- Task prompt
Are you able to quote each entry exactly as written?
───── Excerpted data
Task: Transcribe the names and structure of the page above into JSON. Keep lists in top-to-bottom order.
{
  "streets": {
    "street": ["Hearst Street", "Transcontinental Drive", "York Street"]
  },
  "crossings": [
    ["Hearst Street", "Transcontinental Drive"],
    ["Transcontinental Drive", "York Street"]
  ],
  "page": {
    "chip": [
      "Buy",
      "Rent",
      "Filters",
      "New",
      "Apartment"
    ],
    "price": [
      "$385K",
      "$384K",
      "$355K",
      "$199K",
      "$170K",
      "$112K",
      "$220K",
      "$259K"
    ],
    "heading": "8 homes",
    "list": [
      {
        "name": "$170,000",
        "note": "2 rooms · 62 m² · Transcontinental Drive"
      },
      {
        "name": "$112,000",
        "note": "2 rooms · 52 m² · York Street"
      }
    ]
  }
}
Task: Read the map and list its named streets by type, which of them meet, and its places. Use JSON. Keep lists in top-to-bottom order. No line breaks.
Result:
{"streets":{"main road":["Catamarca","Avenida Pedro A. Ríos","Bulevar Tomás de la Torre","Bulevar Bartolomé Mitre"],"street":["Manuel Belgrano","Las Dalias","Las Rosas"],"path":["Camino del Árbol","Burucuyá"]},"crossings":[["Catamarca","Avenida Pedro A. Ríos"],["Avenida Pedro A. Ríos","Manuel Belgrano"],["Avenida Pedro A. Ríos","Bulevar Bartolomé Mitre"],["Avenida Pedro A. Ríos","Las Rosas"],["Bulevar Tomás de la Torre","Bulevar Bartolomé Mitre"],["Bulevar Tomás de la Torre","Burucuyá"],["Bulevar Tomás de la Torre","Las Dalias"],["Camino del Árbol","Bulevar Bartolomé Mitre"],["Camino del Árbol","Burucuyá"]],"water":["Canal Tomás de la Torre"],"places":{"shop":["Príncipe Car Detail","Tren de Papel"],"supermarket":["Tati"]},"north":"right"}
──────────
- Output of the task
Task: Transcribe the names and structure of the page above into JSON. Keep lists in top-to-bottom order.
{
  "streets": {
    "street": ["Hearst Street", "Transcontinental Drive", "York Street"]
  },
  "crossings": [
    ["Hearst Street", "Transcontinental Drive"],
    ["Transcontinental Drive", "York Street"]
  ],
  "page": {
    "chip": [
      "Buy",
      "Rent",
      "Filters",
      "New",
      "Apartment"
    ],
    "price": [
      "$385K",
      "$384K",
      "$355K",
      "$199K",
      "$170K",
      "$112K",
      "$220K",
      "$259K"
    ],
    "heading": "8 homes",
    "list": [
      {
        "name": "$170,000",
        "note": "2 rooms · 62 m² · Transcontinental Drive"
      },
      {
        "name": "$112,000",
        "note": "2 rooms · 52 m² · York Street"
      }
    ]
  }
}
Task: Read the map and list its named streets by type, which of them meet, and its places. Use JSON. Keep lists in top-to-bottom order. No line breaks.
Result:
{"streets":{"main road":["Catamarca","Avenida Pedro A. Ríos","Bulevar Tomás de la Torre","Bulevar Bartolomé Mitre"],"street":["Manuel Belgrano","Las Dalias","Las Rosas"],"path":["Camino del Árbol","Burucuyá"]},"crossings":[["Catamarca","Avenida Pedro A. Ríos"],["Avenida Pedro A. Ríos","Manuel Belgrano"],["Avenida Pedro A. Ríos","Bulevar Bartolomé Mitre"],["Avenida Pedro A. Ríos","Las Rosas"],["Bulevar Tomás de la Torre","Bulevar Bartolomé Mitre"],["Bulevar Tomás de la Torre","Burucuyá"],["Bulevar Tomás de la Torre","Las Dalias"],["Camino del Árbol","Bulevar Bartolomé Mitre"],["Camino del Árbol","Burucuyá"]],"water":["Canal Tomás de la Torre"],"places":{"shop":["Príncipe Car Detail","Tren de Papel"],"supermarket":["Tati"]},"north":"right"}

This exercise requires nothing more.